Carlotta Ferlito è una ginnasta italiana giunta al quarto posto nella prova individuale alla trave ai campionati del mondo di Anversa. Davanti a lei, vincendo la medaglia di bronzo, è arrivata un'atleta afroamenricana. Ebbene, quando la nostra ginnasta è stata intervistata ha raccontato: "Ho detto a Vanessa (Ferrari, ndr) che la prossima volta ci dipingeremo la nostra pelle di nero così da poter vincere anche noi". La frase non è passata inosservata ed ha indignato non poco la federazione statunitense, che ha chiesto immediate spiegazioni. La Ferlito non ha tardato a mettere una pezza e, su twitter, ha scritto: "Voglio scusarmi con le ragazze americane. Non volevo sembrare offensiva o razzista. Amo Simone e sono un grande fan delle ginnaste americane". L’atleta italiana ha poi agginto: "Ho commesso un errore, non sono perfetta… Non ho pensato a quello che stavo dicendo. Sono un essere umano. Mi dispiace tanto".

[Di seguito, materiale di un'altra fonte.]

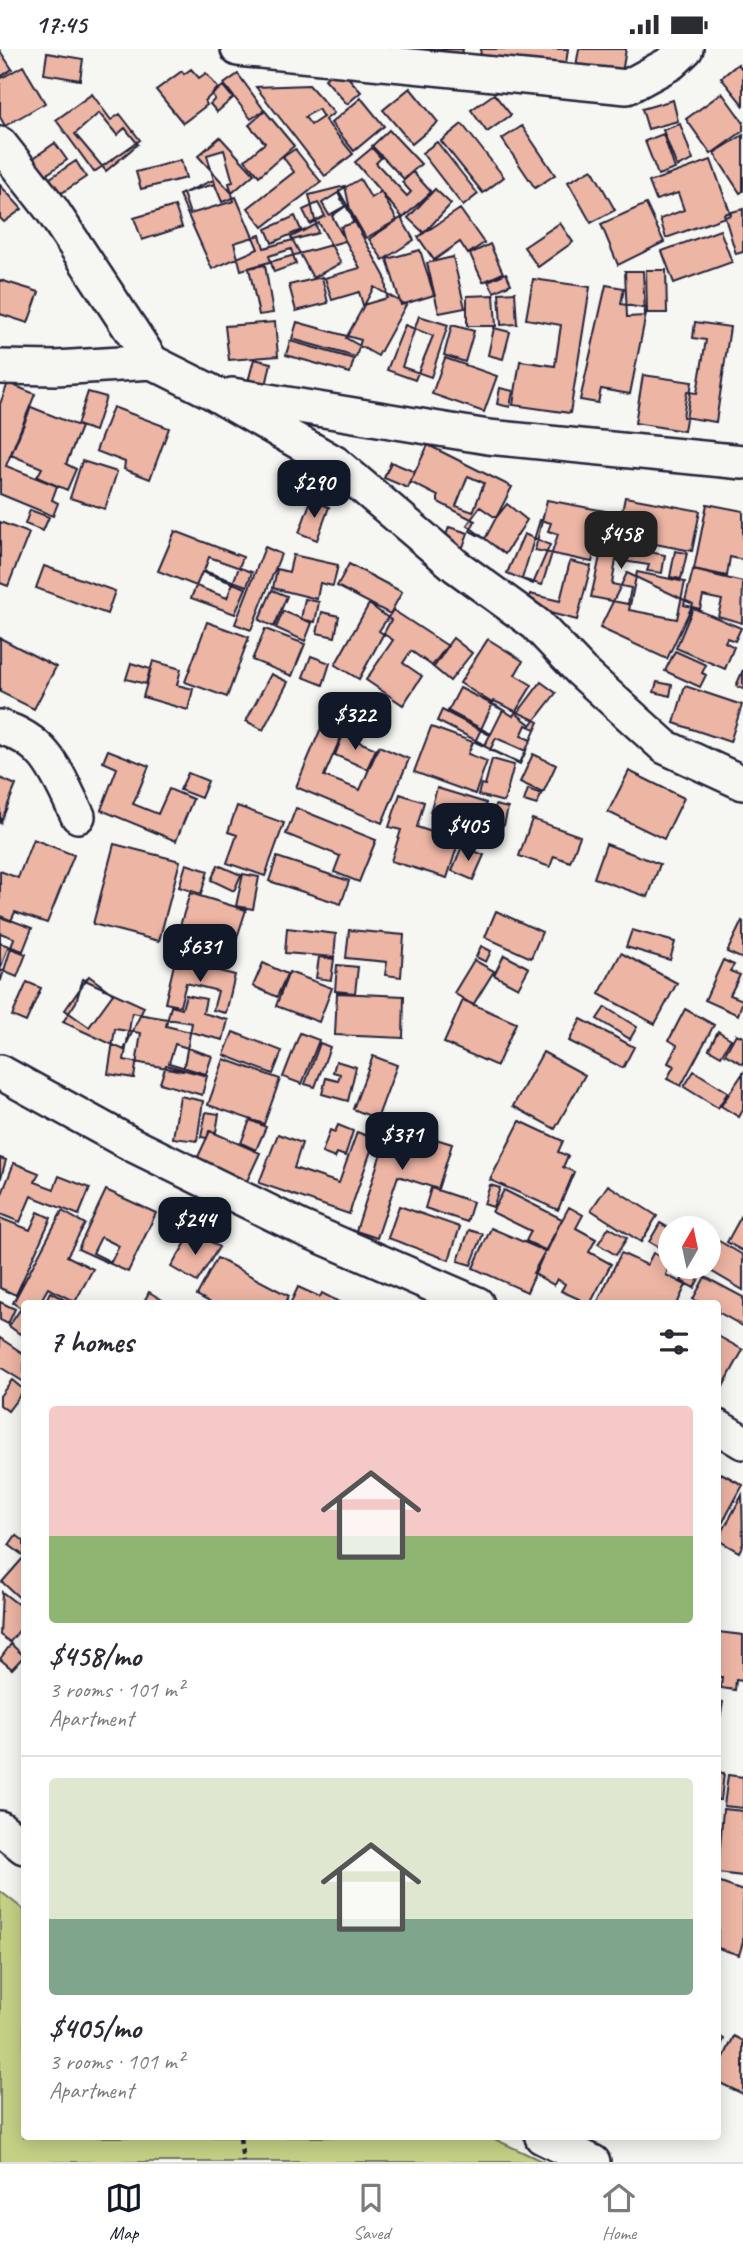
<!DOCTYPE html>
<meta charset="utf-8">
<style>
:root{--surface:#fff;--page:#f2f2f3;--text:#2b2b33;--muted:#7c7c81;--line:#e1e1e2;--accent:#111827}
body{margin:0;font-family:Caveat,sans-serif;background:var(--page);color:var(--text);height:100vh;display:flex;flex-direction:column;font-size:26px;white-space:nowrap}
*{box-sizing:border-box;margin:0}
p{font-size:23px;color:var(--muted)}
.icon{flex:none;width:38px;height:38px;fill:none;stroke:currentColor;stroke-width:2;stroke-linecap:round;stroke-linejoin:round}
.map{position:relative;flex:1;overflow:hidden}
.details{position:absolute;left:21px;top:1251px;width:700px;height:840px;display:flex;flex-direction:column;background:var(--surface);border-radius:7px;box-shadow:0 4px 18px #0003}
.details>*{flex:none}
.needle{width:46px;rotate:9deg}
.fabs{position:absolute;left:658px;top:1167px;display:grid;gap:14px}
.fabs a{display:grid;place-items:center;width:63px;height:63px;border-radius:50%;background:var(--surface);box-shadow:0 4px 18px #0003;font-size:35px}
.price{position:absolute;translate:-50% -60px;padding:0 16px;border-radius:14px;background:var(--accent);color:#fff;font-size:23px;line-height:46px;filter:drop-shadow(0 2px 4px #0008)}
.price::after{content:'';position:absolute;left:50%;top:42px;width:21px;height:16px;margin-left:-10px;background:inherit;clip-path:polygon(0 0,100% 0,50% 100%)}
.price.on{background:#222;color:#fff}
ul{padding:0;list-style:none}
li{display:grid;align-content:center;gap:14px;height:371px;padding:0 28px}
li+li{border-top:2px solid var(--line)}
li span{display:grid;place-items:center;height:217px;border-radius:7px;color:#555}
li>.icon{margin-inline-start:auto}
span .icon{width:126px;height:126px;fill:#fffc;stroke-width:1}
li b{font-size:30px}
h2{display:flex;justify-content:space-between;align-items:center;height:84px;padding:0 28px;font-size:30px}
.status{display:flex;justify-content:space-between;align-items:center;height:49px;padding:0 35px;background:var(--surface);direction:ltr}
.status svg{height:19px;fill:currentColor}
.dock{display:flex;justify-content:space-around;align-items:center;height:98px;border-top:2px solid var(--line);background:var(--surface);font-size:19px;color:var(--muted)}
.dock a{display:grid;justify-items:center;gap:4px}
.dock .on{color:var(--accent)}
.map>svg:first-child{display:block}
</style>
<div class="status"><b>17:45</b><svg viewBox="0 0 49 12"><path d="M0 12V9h3v3zM5 12V6h3v6zM10 12V3h3v9zM15 12V0h3v12zM26 1h20v11H26zM47 4h2v5h-2z"/></svg></div>
<div class="map">
<svg width="743" height="2113" viewBox="0 0 743 2113">
<rect width="100%" height="100%" fill="#f6f6f2"/>
<filter id="ink" filterUnits="userSpaceOnUse"><feTurbulence type="fractalNoise" baseFrequency=".0143" numOctaves="2"/><feDisplacementMap in="SourceGraphic" scale="14" xChannelSelector="R" yChannelSelector="G"/><feConvolveMatrix kernelMatrix="1 2 1 2 8 2 1 2 1" color-interpolation-filters="sRGB"/></filter>
<g filter="url(#ink)">
<path fill="#c4d185" stroke="#737a60" stroke-width="2" d="M0 1842 24 1861V2088H490L544 2113H0Z"/>
<path fill="#edb5a4" stroke="#22223b" stroke-width="2" fill-rule="evenodd" d="M399 0H463L460 15Z
M481 0H568L564 29 479 18Z
M579 0H626L622 24 576 17Z
M0 2 12 20 0 28Z
M47 4 83 10 80 31 44 25Z
M738 15 743 21V56L721 29Z
M23 17 45 54 5 77 0 68V30Z
M339 18 361 43 347 55 325 30Z
M191 20 199 29 206 24 218 39 205 52 207 56 183 74 156 41 182 22 184 25Z
M238 25 264 61 251 70 224 35Z
M309 36 334 64 325 71 353 105 325 127 256 38ZM318 60 323 68 311 76 305 68Z
M223 37 233 49 217 63 210 55 215 50 212 46Z
M410 39 438 73 412 95 383 61Z
M722 44 743 73V82L711 105 686 70Z
M92 45 111 71 120 65 140 91 94 123 56 71Z
M494 45 511 66 487 83 471 61Z
M361 49 384 77 354 102 331 74Z
M673 51 678 72 648 80 642 60Z
M265 62 294 97 259 127 245 111 265 94 249 76Z
M99 64 117 86 125 79 138 95 106 122 75 85Z
M462 75 504 128 483 144 441 92Z
M680 75 693 111 677 118 663 81Z
M522 77 555 126 535 139 502 90Z
M389 81 421 115 404 130 372 97Z
M663 85 675 120 658 126 645 92Z
M743 86V142L740 144 714 104Z
M220 88 254 125 232 144 198 107Z
M437 93 478 145 463 157 422 104Z
M55 94 67 111 37 132 25 115Z
M372 99 381 109 376 114 407 147 411 143 402 133 413 123 431 143 403 169 355 113Z
M295 100 321 133 263 178 248 159 294 123 283 108Z
M224 101 233 133 229 134 234 152 190 165 183 144 215 135 207 106Z
M181 111 186 129 141 140 136 123Z
M711 111 731 166 666 189 660 170 684 161 678 144 656 151 649 133Z
M76 112 86 128 51 151 41 135Z
M592 120 615 161 591 174 568 133Z
M360 130 371 149 381 143 397 171 366 189 339 142Z
M213 131 222 153 236 148 258 200 212 220 179 146Z
M0 136 22 160 4 173 0 169Z
M345 137 353 174 341 178 345 192 241 221 234 194 260 186 264 199 318 184 309 146Z
M435 140 451 155 424 184 408 169Z
M338 144 345 157 329 166 322 154Z
M318 154 325 167 310 175 303 161Z
M646 155 664 193 618 216 601 175Z
M175 157 182 178 142 191 134 169Z
M346 157 385 228 387 249 363 256 359 243 332 251 325 229 360 219 332 167Z
M460 160 484 194 468 205 460 193 434 211 418 188Z
M743 160V203L736 205 724 165Z
M295 167 301 181 272 194 266 180Z
M401 169 414 191 383 211 369 190Z
M319 174 341 214 313 229 291 188Z
M560 174 573 193 538 218 524 198Z
M720 181 732 213 674 234 662 202Z
M490 195 503 224 483 233 470 205Z
M291 200 296 215 274 223 269 207Z
M420 201 434 246 401 256 387 210Z
M453 208 465 259 439 264 427 214Z
M265 216 273 264 259 266 249 219Z
M646 221H666L667 264H647Z
M625 222H643L645 267 627 268Z
M506 224 511 235 494 243 488 232Z
M322 228 328 254 296 262 289 236Z
M533 230 590 238 570 364 513 356 520 312 555 317 561 276 526 270Z
M0 231 39 243 28 274 0 265Z
M606 236 624 239 621 255 647 260 630 345 601 340 598 354 580 351Z
M374 238 406 256 378 307 346 289Z
M515 243 517 275 501 276 499 244Z
M494 246 496 277H467V247Z
M419 267 448 276 431 328 402 318Z
M275 273 278 307 229 311 225 277Z
M297 273 361 291 356 308 292 290Z
M695 273 730 278 716 373 683 368 687 343 697 344 706 291 693 289Z
M405 276 433 287 415 331 387 321Z
M452 276 474 282 465 313 444 306Z
M494 279 510 283 503 310 488 306Z
M290 292 354 310 350 324 286 306Z
M445 309 497 327 484 363 432 345Z
M254 310 271 314 266 337 248 333Z
M643 326 692 333 684 382 635 374Z
M8 334 35 345 6 417 57 437 52 451 58 454 53 467 0 445V355Z
M500 339 513 342 510 358 497 355Z
M88 343 106 348 95 382 77 376Z
M31 358 81 378 66 415 76 420 67 441 37 428 42 419 11 406Z
M113 358 169 379 150 430 124 420 125 413 96 402Z
M428 396 512 438 485 490 470 482 475 472 438 453V447L410 433Z
M82 412 117 423 105 460 70 449Z
M391 413 415 423 408 439 384 429Z
M468 427 484 434 473 463 456 457Z
M625 448 700 462 692 502 629 490 633 471 621 468Z
M311 451 329 458 317 491 299 484Z
M547 451 605 462 592 513 535 501Z
M507 455 527 471 505 505 467 476 480 458 496 469Z
M707 455 743 462V511L730 508 727 527 694 520Z
M30 461 49 468 43 482 25 475Z
M540 471 551 474 548 482 558 485 542 536 522 530Z
M0 473 29 484 8 537 0 534Z
M449 478 468 484 463 498 444 492Z
M175 482 243 508 227 549 158 522Z
M524 485 550 496 533 535 507 524Z
M603 494 665 506 662 524 647 522 649 516 616 511 612 535 631 539 628 555 591 548Z
M265 498 281 505 251 581 235 575Z
M675 502 687 504 681 530 670 528Z
M293 506 338 516 333 537 320 534 317 550 273 539 277 520 289 523Z
M209 508 252 523 247 537 204 522Z
M570 512 591 517 577 571 527 558 530 545 560 552Z
M349 515 402 543 390 565 337 537Z
M44 517 115 542 107 565 36 539Z
M693 521 743 533 742 574 718 567 722 551 703 547 700 560 684 556Z
M202 523 246 539 235 565 191 549Z
M637 523 685 533 677 570 629 561Z
M627 524 693 555 667 610 600 579Z
M272 541 287 547 274 578 259 571Z
M305 550 319 553 315 573 301 570Z
M369 555 391 571 359 630 335 616Z
M693 559 741 579 735 592 727 589 725 593 734 598 725 620 676 599Z
M393 561 448 597 434 618 411 602 403 614 422 627 403 656 366 631 393 591 379 582Z
M283 562 312 574 305 592 276 579Z
M322 563 339 567 335 588 317 584Z
M207 573 249 588 227 648 185 633Z
M265 580 305 595 292 627 252 611Z
M0 589 56 618 34 660 0 643Z
M453 589 472 604 450 632 432 617Z
M488 590 523 612 515 626 532 636 513 667 460 634Z
M675 602 706 616 702 624 706 626 700 638 665 622Z
M311 607 330 614 323 636 303 628Z
M153 612 181 620 177 636 193 640 188 661 143 648Z
M131 614 150 620 146 635 126 630Z
M743 621V640L736 637Z
M271 625 288 633 263 681 246 672Z
M541 633 556 644 531 676 517 665Z
M657 633 672 636 670 647 654 643Z
M685 637 742 656 730 693 674 674Z
M460 639 503 661 491 685 448 662Z
M494 652 539 673 520 714 475 693Z
M442 661 490 686 485 696 437 672Z
M526 676 535 680 531 691 521 687Z
M431 678 473 693 468 705 487 712 475 745 414 723Z
M321 679 341 688 324 727 360 741 379 697 409 710 382 774 296 738Z
M343 686 376 700 367 720 335 706Z
M496 689 526 702 520 715 490 701Z
M108 701 149 717 133 755 158 765 169 740 193 750 176 792 101 761 117 719 103 713Z
M533 705 556 716 543 744 520 733Z
M492 710 514 716 504 753 478 746 481 735 485 736Z
M629 722 684 749 664 790 608 763Z
M188 724 208 732 201 749 180 741Z
M0 729 16 736 0 775Z
M437 739 486 754 476 788 460 783 463 772 430 763Z
M528 740 541 745 537 756 524 752Z
M400 745 424 753 417 778 459 792 447 829 391 812 401 781 389 778Z
M495 756 508 759 504 776 491 774Z
M237 757 284 774 265 827 227 814 237 786 228 783Z
M296 759 376 791 359 833 334 823 340 807 286 785Z
M532 770 580 787 570 813 554 807 550 818 519 807Z
M33 790 74 806 47 874 15 863 11 872 0 868V822L18 829Z
M114 795 180 812 159 892 93 875Z
M606 795 660 815 648 848 594 829Z
M462 797 484 806 473 831 452 822Z
M277 808 349 832 341 855 269 832Z
M186 815 208 822 201 845 179 838Z
M218 816 241 826 234 842 211 831Z
M243 825 259 828 253 860 236 857Z
M190 844 246 861 231 907 176 890Z
M496 862 542 883 531 909 485 888Z
M0 867 32 879 23 902 0 894Z
M742 872 743 873V910L727 903Z
M287 879 336 885 334 908 285 904Z
M349 881 404 886 401 928 385 926 387 913 346 909Z
M632 881 675 893 670 911 626 898Z
M0 884 14 889 1 931 0 930Z
M481 897 491 902 486 913 476 908Z
M8 898 26 905 17 928 0 921Z
M621 904 677 934 655 975 599 945Z
M504 906 529 919 518 939 494 926Z
M319 908 334 910 331 931 316 929Z
M175 911 235 926 226 964 213 961 218 942 186 934 180 957 165 954Z
M474 911 494 922 473 956 454 944Z
M723 911 734 916 730 922 740 926 730 946 743 951 738 966 705 951Z
M263 914 287 925 277 948 253 937Z
M337 916 358 918 355 944 335 942Z
M289 923 332 939 319 973 276 957Z
M89 927 113 945 89 978 65 961Z
M83 930 144 958 124 1001 63 973 76 953Z
M27 933 41 939 26 973 12 967Z
M337 944 404 947 403 989 335 986Z
M186 946 206 950 203 964 228 971 223 991 166 977 171 957 182 960Z
M463 951 516 974 497 1017 444 994Z
M605 958 637 978 630 990 597 970Z
M685 960 714 976 681 1037 667 1030 674 1017 668 1014 677 996 669 991Z
M132 964 192 974 183 1022 124 1011Z
M581 970 634 998 623 1019 569 992Z
M115 980 141 984 134 1029 108 1025Z
M718 982 731 990 721 1007 709 1000Z
M233 983 282 1002 273 1025 224 1006Z
M300 984 319 991 302 1035 283 1028Z
M736 985 743 988V1015L725 1005Z
M320 994 330 998 315 1038 305 1035Z
M175 995 212 1007 206 1025 169 1014Z
M543 1003 585 1026 555 1080 513 1057Z
M373 1007 397 1016 377 1070 353 1060Z
M224 1010 280 1030 264 1075 208 1056Z
M336 1012 356 1018 348 1052 322 1045 326 1029 338 1032 340 1025 333 1023Z
M166 1016 207 1027 202 1046 160 1034Z
M694 1022 728 1043 718 1059 684 1038Z
M743 1024V1061L739 1068 721 1057Z
M180 1047 203 1052 197 1092 173 1089Z
M206 1063 219 1065 216 1083 209 1082 207 1089 201 1088Z
M250 1071 266 1078 256 1101 241 1094Z
M520 1072 563 1092 558 1103 568 1107 563 1118 574 1123 558 1161 490 1131Z
M338 1076 353 1082 345 1107 337 1104 335 1109 322 1104 330 1081 335 1083Z
M390 1076 452 1095 438 1140 398 1127 377 1189 356 1182Z
M210 1082 260 1104 247 1132 197 1110Z
M357 1083 375 1090 349 1165 259 1134 278 1085 302 1094 294 1119 339 1134Z
M0 1109 6 1111 0 1132Z
M14 1114 39 1124 35 1133 54 1140 59 1127 90 1139 79 1166 31 1147 20 1173 0 1165V1150Z
M490 1136 500 1139 493 1158 484 1155Z
M608 1136 657 1167 641 1193 591 1161Z
M431 1139 473 1153 467 1173 425 1159Z
M106 1141 156 1164 128 1223 78 1200ZM101 1188 119 1197 111 1213 93 1204Z
M504 1141 562 1170 547 1202 526 1192 531 1182 492 1163Z
M399 1157 460 1178 449 1211 388 1189Z
M569 1158 583 1166 576 1179 596 1190 589 1203 611 1215 590 1255 561 1242 565 1235 557 1230 554 1236 533 1224Z
M62 1162 85 1175 67 1207 93 1220 75 1253 48 1239 39 1255H24V1261L13 1254Z
M38 1163 51 1169 16 1246 0 1239V1169L30 1181Z
M743 1164V1202L727 1193Z
M660 1174 671 1180 670 1205 649 1193Z
M609 1178 627 1189 616 1206 598 1195Z
M491 1179 545 1202 527 1243 473 1219Z
M469 1181 483 1185 471 1216 458 1212Z
M193 1182 219 1198 197 1233 171 1218Z
M719 1192 743 1206V1241L704 1218H709V1209Z
M621 1204 647 1216 653 1204 670 1212 666 1226 686 1236 677 1255H605L598 1252Z
M217 1209 289 1247 285 1255H213L197 1246Z
M688 1218 704 1220 694 1239 681 1232Z
M705 1228 743 1248V1277L718 1263V1255H702L693 1250Z
M298 1238 320 1248 322 1244 343 1255H290Z
M50 1243 72 1255H44Z
M149 1243 169 1255H143Z
M0 1253 15 1260 8 1275 0 1271Z
M20 1261 24 1264V1279L20 1285 9 1277Z
M718 1287 743 1301 720 1343 718 1341Z
M0 1289 24 1305V1333L0 1318Z
M12 1331 24 1341 8 1362 0 1356V1347Z
M721 1424 743 1436 718 1482V1431Z
M742 1446 743 1495 739 1503 718 1491Z
M16 1486 24 1492V1507L9 1496Z
M24 1508V1553L2 1533Z
M2 1543 24 1560V1575L10 1593 0 1586Z
M718 1583 743 1586V1632L736 1631 735 1641 721 1639 722 1628H718Z
M11 1595 24 1607 12 1620 0 1610Z
M718 1652 723 1653 718 1682Z
M718 1723 724 1724 721 1751H718Z
M728 1726 743 1728V1759L724 1757Z
M723 1760 743 1762V1827L718 1824Z
M718 1833 743 1842V1893L739 1906 718 1899Z
M718 1986 724 1990 718 2003Z
M734 1987 743 1992V2045L718 2033V2021Z"/>
<g fill="none" stroke-linecap="round" stroke-linejoin="round">
<defs>
<path id="minor" d="M238 0 627 38 671 14 686 0
M0 95 52 161 152 313
M0 318 56 319 152 313 210 342 335 414 456 517 536 575 581 622 665 698 743 734
M232 346 488 388 743 413
M0 678C48 692 57 725 78 767
M0 1023 131 1095 302 1179 477 1255
M718 1378 743 1393
M0 1779 24 1798
M542 2088 593 2113"/>
</defs>
<use href="#minor" stroke="#22223b" stroke-width="38"/>
<path stroke="#22223b" stroke-width="4.5" stroke-dasharray="7 5" stroke-linecap="butt" d="M240 2088 243 2113"/>
<use href="#minor" stroke="#f6f6f2" stroke-width="33"/>
</g>
</g>
</svg>
<div class="fabs">
<a><svg class="needle" viewBox="-14 -14 28 28"><path d="M0-13l5 13h-10z" fill="#e53935"/><path d="M0 13l5-13h-10z" fill="#7c7c81"/></svg></a>
</div>
<b class="price" style="left:314px;top:471px">$290</b>
<b class="price on" style="left:621px;top:522px">$458</b>
<b class="price" style="left:355px;top:703px">$322</b>
<b class="price" style="left:468px;top:814px">$405</b>
<b class="price" style="left:200px;top:935px">$631</b>
<b class="price" style="left:402px;top:1123px">$371</b>
<b class="price" style="left:195px;top:1208px">$244</b>
<section class="details">
<h2>7 homes<svg class="icon" aria-label="filters" viewBox="0 0 24 24"><path d="M4 7h16M4 17h16"/><circle cx="9" cy="7" r="2"/><circle cx="15" cy="17" r="2"/></svg></h2>
<ul>
<li><span style="background:linear-gradient(#f6c9c9 60%,#8fb573 0)"><svg class="icon" aria-label="home" viewBox="0 0 24 24"><path d="M3 11l9-7 9 7M6 9v11h12V9"/></svg></span><div><b>$458/mo</b><p>3 rooms · 101 m²</p><p>Apartment</p></div></li>
<li><span style="background:linear-gradient(#dfe7d0 65%,#7fa58c 0)"><svg class="icon" aria-label="home" viewBox="0 0 24 24"><path d="M3 11l9-7 9 7M6 9v11h12V9"/></svg></span><div><b>$405/mo</b><p>3 rooms · 101 m²</p><p>Apartment</p></div></li>
</ul>
</section>
</div>
<nav class="dock">
<a class="on"><svg class="icon" aria-label="map" viewBox="0 0 24 24"><path d="M3 6l6-2 6 2 6-2v14l-6 2-6-2-6 2zM9 4v14M15 6v14"/></svg>Map</a>
<a><svg class="icon" aria-label="saved" viewBox="0 0 24 24"><path d="M7 4h10v16l-5-4-5 4z"/></svg>Saved</a>
<a><svg class="icon" aria-label="home" viewBox="0 0 24 24"><path d="M3 11l9-7 9 7M6 9v11h12V9"/></svg>Home</a>
</nav>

Poi è successo che il portavoce della Federazione Italiana di Ginnastica ha tentato di metterci una pezza, che si è rivelata peggiore del buco. L'uomo, in un post su facebook, ha infatti attribuito alla "razza" le abilità differenti degli atleti di colore. rivendicando poi l'affermazione anche al quotidiano Chicago Tribune, spiegando tuttavia: "Forse ho commesso un errore e mi dispiace. Quello che ho detto è però solo il mio pensiero, non quello ufficiale della Federazione". Tuttavia il presidente della Federazione Usa di ginnastica, Steve Penny, ha chiesto formali spiegazioni in un comunicato. "Siamo molto delusi per i recenti commenti fatti da Carlotta Ferlito e a quanto sembra dalla Federazione Ginnastica d’Italia. La ginnastica è uno sport globale e solidale con gli atleti di talento e non c’è posto per l’insensibilità razziale. Stiamo contattando la Federazione italiana per avere dei chiarimenti".